The Grado RS-1 Reference phones and the Sennheiser HD 600 are also excellent and of interest to those who find the AKGs too bizarre with their little earspeakers suspended on either side of your head. Both the Grado and Sennheiser provide more deep bass than any other on or off -ear headphones I have heard. The Stax electrostatic earspeakers have been the standard for binaural for years.
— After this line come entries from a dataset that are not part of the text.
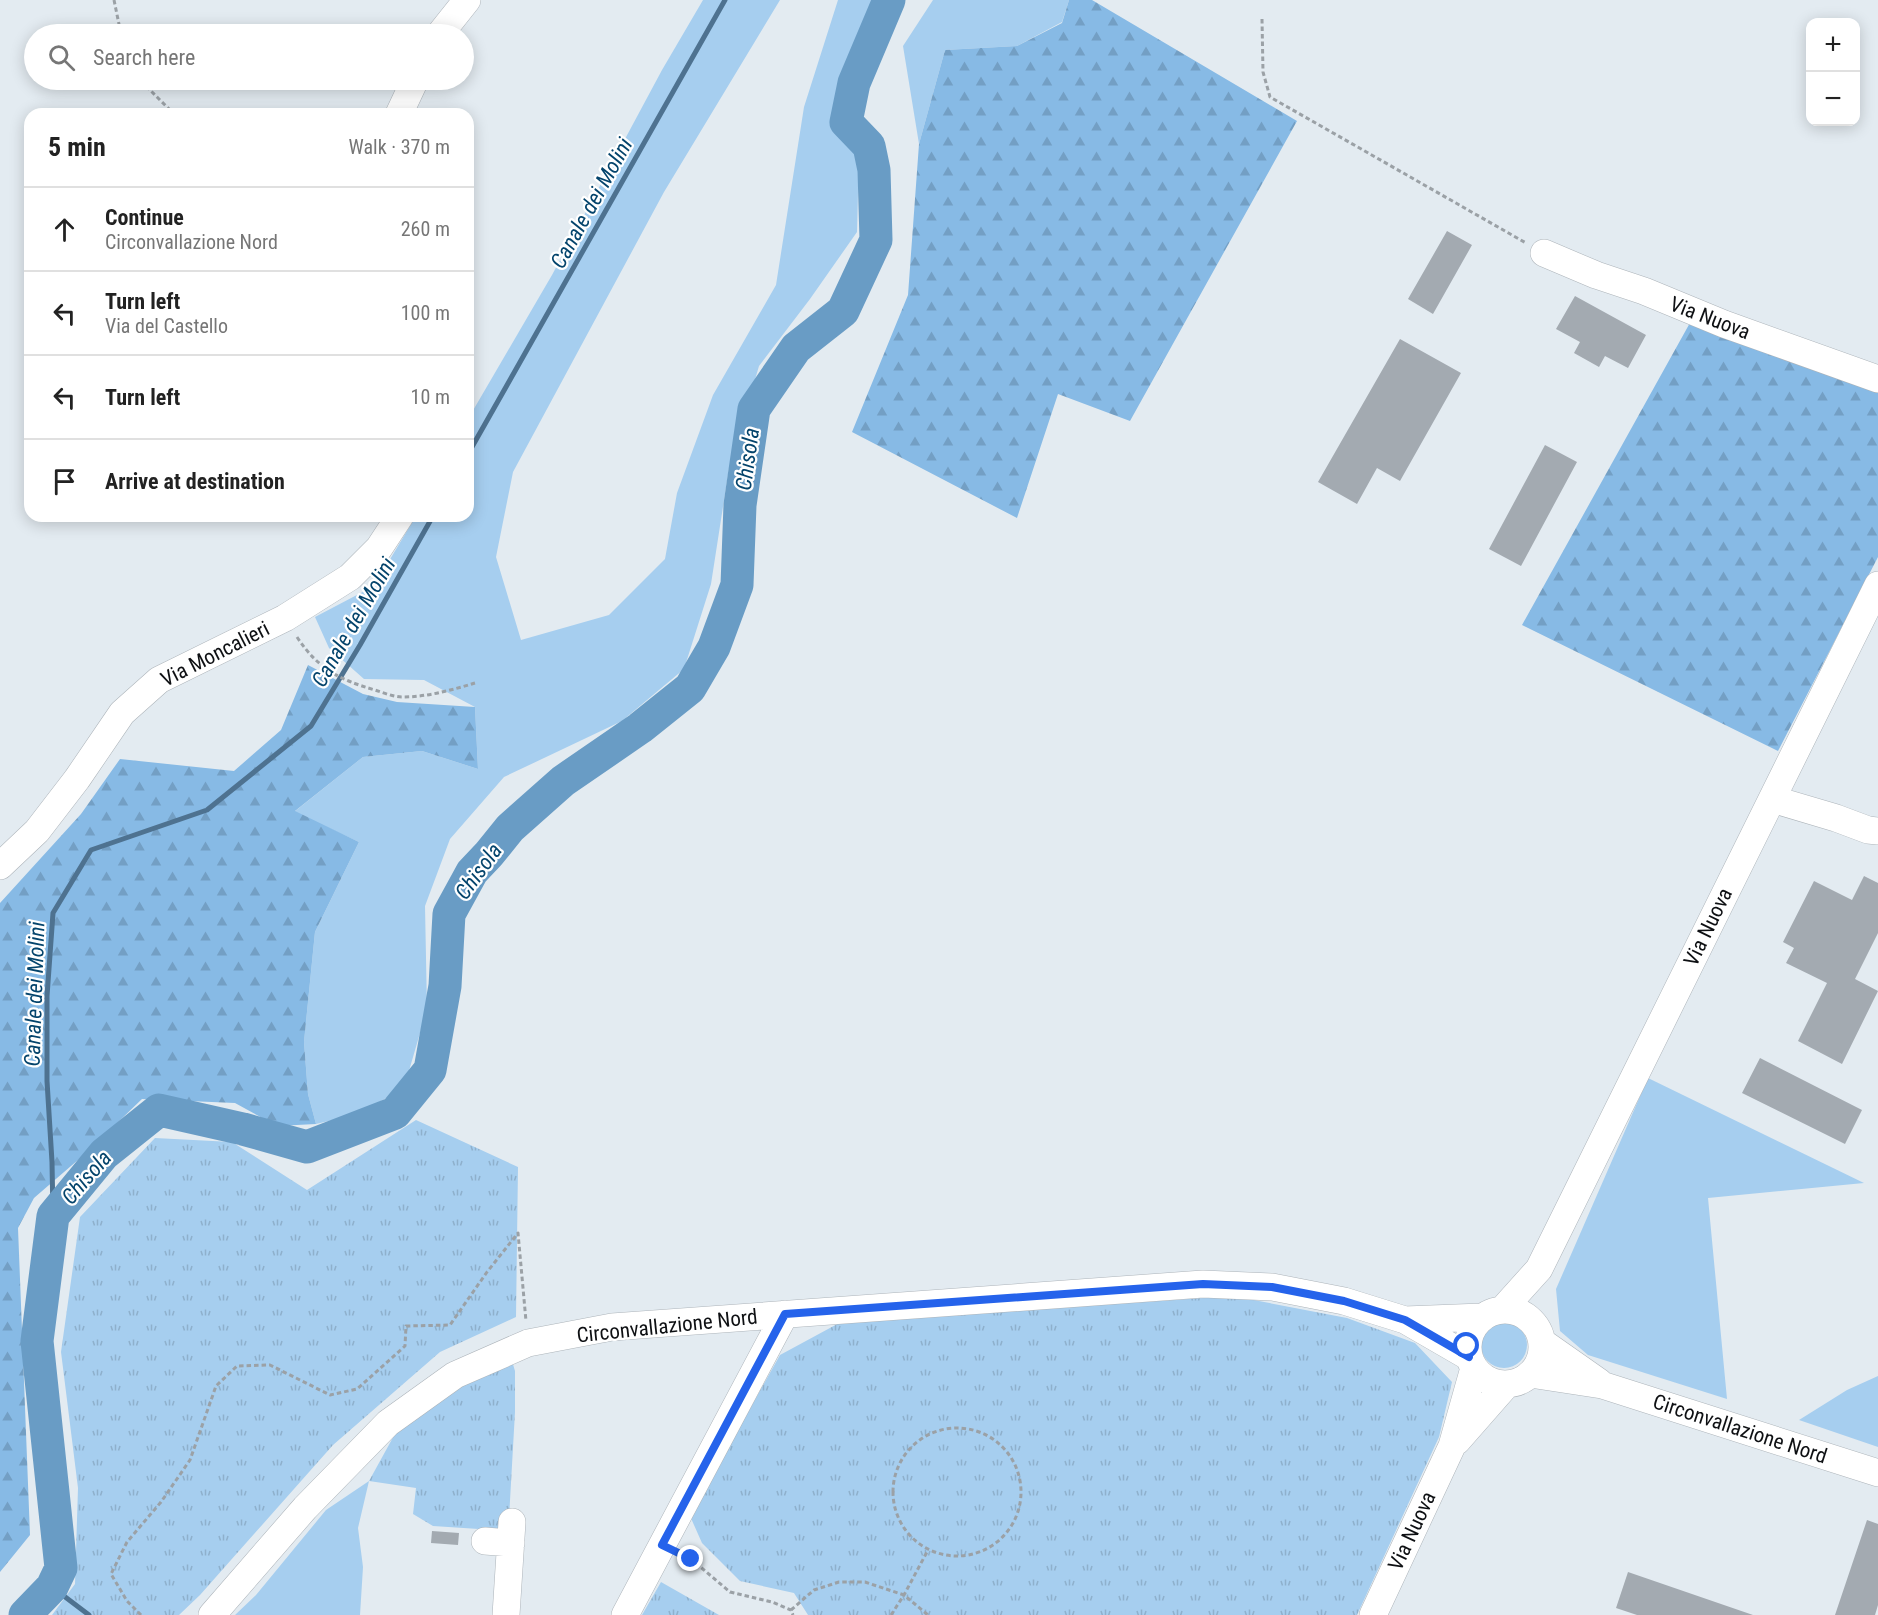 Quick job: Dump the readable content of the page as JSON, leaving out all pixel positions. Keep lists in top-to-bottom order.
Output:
{
  "streets": {
    "street": ["Via Nuova", "Via Moncalieri", "Circonvallazione Nord"]
  },
  "crossings": [
    ["Via Nuova", "Circonvallazione Nord"]
  ],
  "water": ["Canale dei Molini", "Chisola"],
  "page": {
    "map_buttons": ["+", "−"],
    "search": "Search here",
    "heading": ["5 min", "Walk · 370 m"],
    "list": [
      ["Continue", "Circonvallazione Nord", "260 m"],
      ["Turn left", "Via del Castello", "100 m"],
      ["Turn left", "10 m"],
      "Arrive at destination"
    ]
  }
}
Their top-of-line Omega has a dedicated tubed amp and goes for over $4000 but is probably the best-sounding headphone ever. Don’t worry about the suitability to binaural of feature differences such as circumaural vs. on-ear, free field vs. diffuse field or electrostatic vs. dynamic. Even extended frequency response is not a prerequisite for successfully transmitting the full binaural effect. Phase accuracy and flat response within the frequency spectrum are the most important parameters. A trend showing the increased interest in headphones and binaural is dedicated high end headphone amps — HeadRoom, Melos, Grado, Music Hall, Musical Fidelity and others have them. AKG will introduce a new model soon. Some of the high end phones practically demand a good dedicated amp, and even a modest amp can upgrade the sonics of a more modest headphone.